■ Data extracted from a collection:
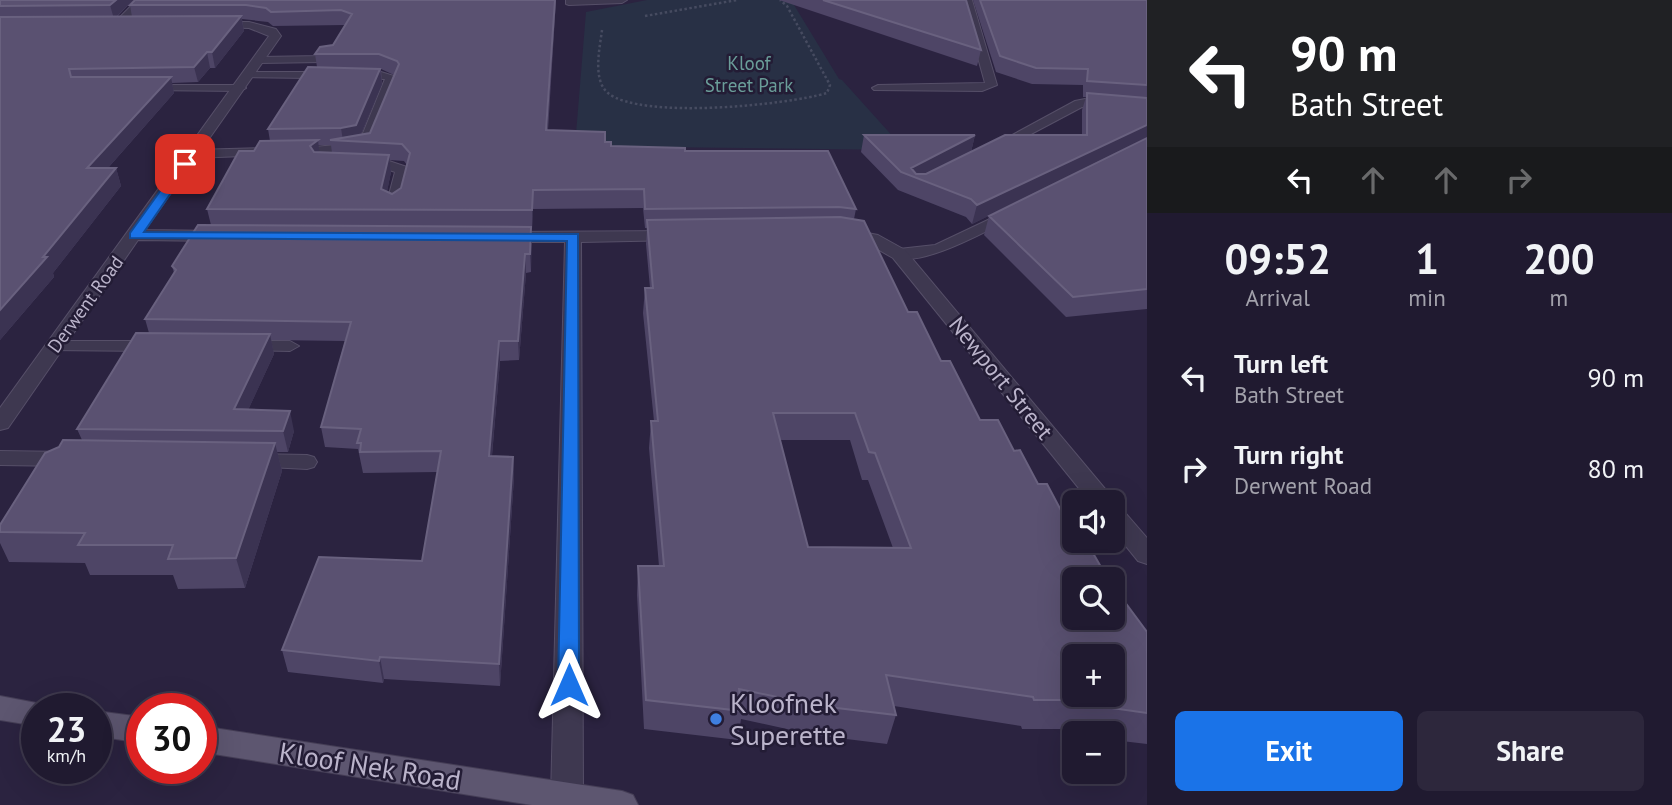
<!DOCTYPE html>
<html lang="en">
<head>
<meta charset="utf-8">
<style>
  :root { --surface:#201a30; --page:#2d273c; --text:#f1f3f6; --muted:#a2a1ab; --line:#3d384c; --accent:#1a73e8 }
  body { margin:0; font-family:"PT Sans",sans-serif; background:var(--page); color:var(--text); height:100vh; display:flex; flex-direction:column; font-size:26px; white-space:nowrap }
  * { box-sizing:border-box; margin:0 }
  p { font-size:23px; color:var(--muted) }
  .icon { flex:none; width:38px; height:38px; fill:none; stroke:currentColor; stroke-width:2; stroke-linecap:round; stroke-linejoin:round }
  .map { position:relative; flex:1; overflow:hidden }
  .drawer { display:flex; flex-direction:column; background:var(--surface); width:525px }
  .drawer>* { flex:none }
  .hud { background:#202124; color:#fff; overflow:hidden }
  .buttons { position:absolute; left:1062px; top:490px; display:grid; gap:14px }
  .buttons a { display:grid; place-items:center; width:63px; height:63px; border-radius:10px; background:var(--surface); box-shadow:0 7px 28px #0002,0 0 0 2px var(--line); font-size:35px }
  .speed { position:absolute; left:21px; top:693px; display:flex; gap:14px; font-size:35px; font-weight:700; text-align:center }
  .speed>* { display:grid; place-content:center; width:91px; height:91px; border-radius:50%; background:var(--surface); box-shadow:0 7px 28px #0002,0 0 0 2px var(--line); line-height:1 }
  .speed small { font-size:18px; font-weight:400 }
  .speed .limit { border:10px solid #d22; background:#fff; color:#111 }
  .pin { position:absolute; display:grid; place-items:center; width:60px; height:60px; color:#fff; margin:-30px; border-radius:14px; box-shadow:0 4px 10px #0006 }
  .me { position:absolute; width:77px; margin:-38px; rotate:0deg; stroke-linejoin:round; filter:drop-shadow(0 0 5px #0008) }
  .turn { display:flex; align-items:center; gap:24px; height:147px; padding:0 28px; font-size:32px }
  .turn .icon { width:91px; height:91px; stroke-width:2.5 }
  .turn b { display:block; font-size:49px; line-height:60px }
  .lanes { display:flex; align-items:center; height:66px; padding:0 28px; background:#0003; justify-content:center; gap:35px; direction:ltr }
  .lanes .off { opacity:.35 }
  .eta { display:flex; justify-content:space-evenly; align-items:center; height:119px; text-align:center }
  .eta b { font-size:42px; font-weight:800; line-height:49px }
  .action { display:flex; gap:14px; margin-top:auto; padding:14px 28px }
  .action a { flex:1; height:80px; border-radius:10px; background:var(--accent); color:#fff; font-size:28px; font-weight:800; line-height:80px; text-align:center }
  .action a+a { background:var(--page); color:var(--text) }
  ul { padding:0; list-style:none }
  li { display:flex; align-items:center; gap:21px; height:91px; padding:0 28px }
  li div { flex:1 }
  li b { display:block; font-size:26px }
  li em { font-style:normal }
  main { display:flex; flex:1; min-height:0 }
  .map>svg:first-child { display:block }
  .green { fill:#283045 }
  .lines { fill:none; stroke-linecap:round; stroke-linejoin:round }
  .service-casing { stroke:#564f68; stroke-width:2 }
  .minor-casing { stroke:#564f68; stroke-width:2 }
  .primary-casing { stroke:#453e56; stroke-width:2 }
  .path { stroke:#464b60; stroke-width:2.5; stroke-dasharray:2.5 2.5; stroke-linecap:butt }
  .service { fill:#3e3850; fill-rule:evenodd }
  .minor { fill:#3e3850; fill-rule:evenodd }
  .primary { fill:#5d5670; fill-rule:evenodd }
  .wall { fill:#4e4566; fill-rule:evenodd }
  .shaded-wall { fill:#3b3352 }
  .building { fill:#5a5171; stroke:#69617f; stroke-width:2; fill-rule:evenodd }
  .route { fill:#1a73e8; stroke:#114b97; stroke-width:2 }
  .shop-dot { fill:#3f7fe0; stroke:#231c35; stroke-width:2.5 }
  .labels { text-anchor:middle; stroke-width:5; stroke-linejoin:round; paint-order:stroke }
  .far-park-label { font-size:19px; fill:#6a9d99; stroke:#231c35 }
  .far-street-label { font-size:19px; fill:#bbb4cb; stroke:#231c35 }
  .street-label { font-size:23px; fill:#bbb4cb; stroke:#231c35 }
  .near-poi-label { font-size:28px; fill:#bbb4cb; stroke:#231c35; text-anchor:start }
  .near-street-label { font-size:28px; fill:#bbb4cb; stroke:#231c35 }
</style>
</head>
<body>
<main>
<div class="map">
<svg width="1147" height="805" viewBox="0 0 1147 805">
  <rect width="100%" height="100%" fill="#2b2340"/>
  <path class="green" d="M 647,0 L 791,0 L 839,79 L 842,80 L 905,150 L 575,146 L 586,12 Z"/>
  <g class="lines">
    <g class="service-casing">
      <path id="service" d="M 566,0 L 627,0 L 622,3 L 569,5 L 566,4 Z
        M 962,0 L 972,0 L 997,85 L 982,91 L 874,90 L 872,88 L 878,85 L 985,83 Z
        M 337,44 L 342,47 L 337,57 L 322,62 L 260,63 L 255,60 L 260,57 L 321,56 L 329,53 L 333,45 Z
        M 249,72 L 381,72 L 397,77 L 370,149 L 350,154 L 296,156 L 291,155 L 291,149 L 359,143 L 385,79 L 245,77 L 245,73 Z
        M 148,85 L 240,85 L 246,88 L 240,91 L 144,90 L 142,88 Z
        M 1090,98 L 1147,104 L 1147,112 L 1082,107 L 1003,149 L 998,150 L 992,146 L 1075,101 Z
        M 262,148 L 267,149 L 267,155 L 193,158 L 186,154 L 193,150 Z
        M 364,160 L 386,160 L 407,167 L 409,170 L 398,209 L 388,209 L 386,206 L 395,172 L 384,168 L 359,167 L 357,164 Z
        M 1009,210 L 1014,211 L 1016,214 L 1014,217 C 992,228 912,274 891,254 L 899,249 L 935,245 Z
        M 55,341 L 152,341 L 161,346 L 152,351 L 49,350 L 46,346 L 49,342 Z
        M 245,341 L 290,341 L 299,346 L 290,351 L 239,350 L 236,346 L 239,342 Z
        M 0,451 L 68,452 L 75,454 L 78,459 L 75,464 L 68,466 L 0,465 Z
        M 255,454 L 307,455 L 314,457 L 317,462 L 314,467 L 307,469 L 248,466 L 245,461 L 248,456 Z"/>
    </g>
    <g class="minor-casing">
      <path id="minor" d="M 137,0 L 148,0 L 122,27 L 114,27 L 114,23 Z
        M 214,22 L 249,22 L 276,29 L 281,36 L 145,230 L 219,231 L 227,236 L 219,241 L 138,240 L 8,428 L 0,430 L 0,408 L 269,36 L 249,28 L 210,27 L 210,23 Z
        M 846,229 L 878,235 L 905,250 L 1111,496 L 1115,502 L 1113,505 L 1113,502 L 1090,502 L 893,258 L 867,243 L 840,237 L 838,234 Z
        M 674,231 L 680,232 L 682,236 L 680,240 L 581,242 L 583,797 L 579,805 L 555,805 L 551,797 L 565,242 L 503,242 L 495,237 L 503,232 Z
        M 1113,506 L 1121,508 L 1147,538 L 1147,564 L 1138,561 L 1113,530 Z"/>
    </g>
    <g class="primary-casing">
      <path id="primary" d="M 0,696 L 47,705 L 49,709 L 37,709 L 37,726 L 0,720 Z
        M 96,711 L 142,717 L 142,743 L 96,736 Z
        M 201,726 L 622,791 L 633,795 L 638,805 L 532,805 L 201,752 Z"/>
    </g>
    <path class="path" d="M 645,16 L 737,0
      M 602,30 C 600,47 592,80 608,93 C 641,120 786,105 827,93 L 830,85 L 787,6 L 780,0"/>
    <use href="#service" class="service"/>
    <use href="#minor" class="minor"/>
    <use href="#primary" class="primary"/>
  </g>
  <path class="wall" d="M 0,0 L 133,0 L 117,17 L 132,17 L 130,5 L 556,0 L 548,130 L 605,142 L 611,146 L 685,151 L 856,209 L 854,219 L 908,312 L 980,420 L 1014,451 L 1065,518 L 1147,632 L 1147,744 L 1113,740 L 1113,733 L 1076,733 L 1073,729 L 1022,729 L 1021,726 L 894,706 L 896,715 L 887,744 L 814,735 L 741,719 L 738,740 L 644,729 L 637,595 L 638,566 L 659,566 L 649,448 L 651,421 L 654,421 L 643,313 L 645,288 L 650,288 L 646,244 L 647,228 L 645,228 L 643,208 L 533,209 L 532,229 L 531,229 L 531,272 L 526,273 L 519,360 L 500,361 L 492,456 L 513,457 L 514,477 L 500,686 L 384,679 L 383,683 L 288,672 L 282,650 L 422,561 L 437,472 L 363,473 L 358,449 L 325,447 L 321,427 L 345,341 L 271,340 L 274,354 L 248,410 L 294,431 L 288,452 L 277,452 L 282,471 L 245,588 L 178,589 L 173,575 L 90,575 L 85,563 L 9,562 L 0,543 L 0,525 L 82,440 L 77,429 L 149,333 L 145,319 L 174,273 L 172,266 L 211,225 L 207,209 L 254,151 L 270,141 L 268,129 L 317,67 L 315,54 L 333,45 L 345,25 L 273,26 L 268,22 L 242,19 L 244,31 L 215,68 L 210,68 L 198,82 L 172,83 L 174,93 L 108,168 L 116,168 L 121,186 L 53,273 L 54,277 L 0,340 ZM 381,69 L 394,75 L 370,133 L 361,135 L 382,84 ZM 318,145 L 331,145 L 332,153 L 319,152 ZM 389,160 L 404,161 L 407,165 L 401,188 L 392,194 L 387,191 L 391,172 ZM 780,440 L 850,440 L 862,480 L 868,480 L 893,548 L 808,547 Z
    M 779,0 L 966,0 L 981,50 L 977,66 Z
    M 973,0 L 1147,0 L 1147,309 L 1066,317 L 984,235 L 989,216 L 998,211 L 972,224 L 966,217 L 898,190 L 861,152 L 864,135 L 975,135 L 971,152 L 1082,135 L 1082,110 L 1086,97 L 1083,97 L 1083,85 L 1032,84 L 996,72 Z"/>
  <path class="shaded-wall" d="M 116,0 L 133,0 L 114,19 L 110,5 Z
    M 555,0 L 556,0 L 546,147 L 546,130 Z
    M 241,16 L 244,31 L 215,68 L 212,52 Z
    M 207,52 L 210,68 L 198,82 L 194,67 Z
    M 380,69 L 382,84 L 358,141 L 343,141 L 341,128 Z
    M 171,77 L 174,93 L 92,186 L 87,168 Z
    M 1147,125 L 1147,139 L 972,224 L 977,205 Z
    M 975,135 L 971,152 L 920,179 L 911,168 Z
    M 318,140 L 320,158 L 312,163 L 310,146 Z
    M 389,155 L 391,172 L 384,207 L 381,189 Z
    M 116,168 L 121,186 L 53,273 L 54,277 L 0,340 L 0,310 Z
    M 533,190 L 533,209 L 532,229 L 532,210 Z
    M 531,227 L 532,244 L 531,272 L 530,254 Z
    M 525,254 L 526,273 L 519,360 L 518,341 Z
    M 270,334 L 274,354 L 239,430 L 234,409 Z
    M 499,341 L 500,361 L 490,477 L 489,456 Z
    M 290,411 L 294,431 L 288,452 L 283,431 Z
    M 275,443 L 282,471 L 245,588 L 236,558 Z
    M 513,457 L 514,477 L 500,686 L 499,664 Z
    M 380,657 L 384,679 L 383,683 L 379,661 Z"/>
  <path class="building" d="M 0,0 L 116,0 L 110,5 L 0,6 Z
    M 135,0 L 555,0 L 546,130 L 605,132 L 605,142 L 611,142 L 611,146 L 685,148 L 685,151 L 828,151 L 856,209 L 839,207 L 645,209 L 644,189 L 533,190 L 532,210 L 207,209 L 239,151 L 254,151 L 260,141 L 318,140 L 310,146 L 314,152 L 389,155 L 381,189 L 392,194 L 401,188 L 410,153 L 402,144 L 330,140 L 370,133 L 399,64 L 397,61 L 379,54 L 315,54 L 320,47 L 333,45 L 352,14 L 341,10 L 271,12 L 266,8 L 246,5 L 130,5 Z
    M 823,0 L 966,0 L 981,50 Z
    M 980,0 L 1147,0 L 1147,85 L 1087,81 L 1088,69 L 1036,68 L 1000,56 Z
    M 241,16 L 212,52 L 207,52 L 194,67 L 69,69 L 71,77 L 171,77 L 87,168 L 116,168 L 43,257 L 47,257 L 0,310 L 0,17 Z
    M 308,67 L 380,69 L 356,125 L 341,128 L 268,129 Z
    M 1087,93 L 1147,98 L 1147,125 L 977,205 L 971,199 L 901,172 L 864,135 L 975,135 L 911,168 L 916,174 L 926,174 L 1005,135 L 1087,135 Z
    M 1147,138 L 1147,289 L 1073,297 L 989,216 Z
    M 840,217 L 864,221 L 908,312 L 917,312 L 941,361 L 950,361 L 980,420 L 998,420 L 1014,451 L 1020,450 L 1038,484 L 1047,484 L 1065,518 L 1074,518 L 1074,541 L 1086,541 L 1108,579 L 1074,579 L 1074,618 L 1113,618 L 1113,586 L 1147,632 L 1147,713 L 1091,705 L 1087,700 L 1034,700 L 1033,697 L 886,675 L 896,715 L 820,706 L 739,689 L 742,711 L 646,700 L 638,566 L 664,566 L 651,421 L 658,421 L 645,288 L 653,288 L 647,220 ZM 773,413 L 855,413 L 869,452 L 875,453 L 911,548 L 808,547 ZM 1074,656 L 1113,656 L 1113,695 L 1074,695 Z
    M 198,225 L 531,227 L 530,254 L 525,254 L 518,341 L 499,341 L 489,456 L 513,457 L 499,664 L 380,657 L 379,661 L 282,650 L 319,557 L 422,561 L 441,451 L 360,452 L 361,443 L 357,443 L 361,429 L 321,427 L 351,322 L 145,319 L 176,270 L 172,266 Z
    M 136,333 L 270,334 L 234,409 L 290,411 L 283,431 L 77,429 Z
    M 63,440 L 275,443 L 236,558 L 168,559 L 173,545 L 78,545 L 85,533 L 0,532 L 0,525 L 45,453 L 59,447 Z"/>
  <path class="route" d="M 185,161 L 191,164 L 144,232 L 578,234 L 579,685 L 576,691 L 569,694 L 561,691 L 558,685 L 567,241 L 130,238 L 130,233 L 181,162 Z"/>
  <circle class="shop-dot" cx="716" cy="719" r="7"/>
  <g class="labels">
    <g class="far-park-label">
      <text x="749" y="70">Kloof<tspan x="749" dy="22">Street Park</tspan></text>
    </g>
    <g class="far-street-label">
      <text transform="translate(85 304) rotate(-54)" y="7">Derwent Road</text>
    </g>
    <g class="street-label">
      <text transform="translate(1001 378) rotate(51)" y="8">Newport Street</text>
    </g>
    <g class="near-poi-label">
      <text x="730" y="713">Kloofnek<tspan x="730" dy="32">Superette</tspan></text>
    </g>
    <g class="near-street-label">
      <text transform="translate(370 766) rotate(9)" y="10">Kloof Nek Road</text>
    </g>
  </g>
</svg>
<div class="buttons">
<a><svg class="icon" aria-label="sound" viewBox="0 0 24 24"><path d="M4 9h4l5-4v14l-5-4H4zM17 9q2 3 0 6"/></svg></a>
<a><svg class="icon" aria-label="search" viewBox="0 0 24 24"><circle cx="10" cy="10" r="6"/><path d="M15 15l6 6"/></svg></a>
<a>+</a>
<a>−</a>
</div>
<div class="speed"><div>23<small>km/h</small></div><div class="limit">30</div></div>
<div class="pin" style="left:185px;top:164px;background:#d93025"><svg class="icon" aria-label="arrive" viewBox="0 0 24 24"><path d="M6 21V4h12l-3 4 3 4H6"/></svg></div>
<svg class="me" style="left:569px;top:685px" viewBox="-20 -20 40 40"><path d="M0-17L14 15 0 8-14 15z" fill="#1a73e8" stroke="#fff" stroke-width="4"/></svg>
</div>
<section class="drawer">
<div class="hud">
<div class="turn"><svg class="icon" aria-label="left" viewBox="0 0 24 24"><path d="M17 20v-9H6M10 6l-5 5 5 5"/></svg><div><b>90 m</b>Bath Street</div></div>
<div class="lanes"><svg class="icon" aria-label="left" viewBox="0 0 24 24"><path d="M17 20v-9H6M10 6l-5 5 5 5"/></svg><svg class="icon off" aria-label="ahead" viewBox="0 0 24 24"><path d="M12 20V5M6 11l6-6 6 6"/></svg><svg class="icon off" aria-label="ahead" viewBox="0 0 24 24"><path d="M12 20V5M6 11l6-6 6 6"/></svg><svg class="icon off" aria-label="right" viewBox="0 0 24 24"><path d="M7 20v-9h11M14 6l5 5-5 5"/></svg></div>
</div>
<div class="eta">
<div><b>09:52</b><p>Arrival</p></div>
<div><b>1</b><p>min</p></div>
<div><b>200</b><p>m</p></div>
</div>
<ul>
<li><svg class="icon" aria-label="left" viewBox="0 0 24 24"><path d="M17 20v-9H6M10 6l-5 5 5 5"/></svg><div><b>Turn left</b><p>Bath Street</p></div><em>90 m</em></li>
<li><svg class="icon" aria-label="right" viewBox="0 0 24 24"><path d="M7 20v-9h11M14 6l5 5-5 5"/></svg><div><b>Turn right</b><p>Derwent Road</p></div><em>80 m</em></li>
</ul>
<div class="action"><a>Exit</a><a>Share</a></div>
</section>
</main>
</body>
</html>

■ What needs to be done: Find "buttons" in the data above. Report each line where it appears.

■ Output below:
  .buttons { position:absolute; left:1062px; top:490px; display:grid; gap:14px }
  .buttons a { display:grid; place-items:center; width:63px; height:63px; border-radius:10px; background:var(--surface); box-shadow:0 7px 28px #0002,0 0 0 2px var(--line); font-size:35px }
<div class="buttons">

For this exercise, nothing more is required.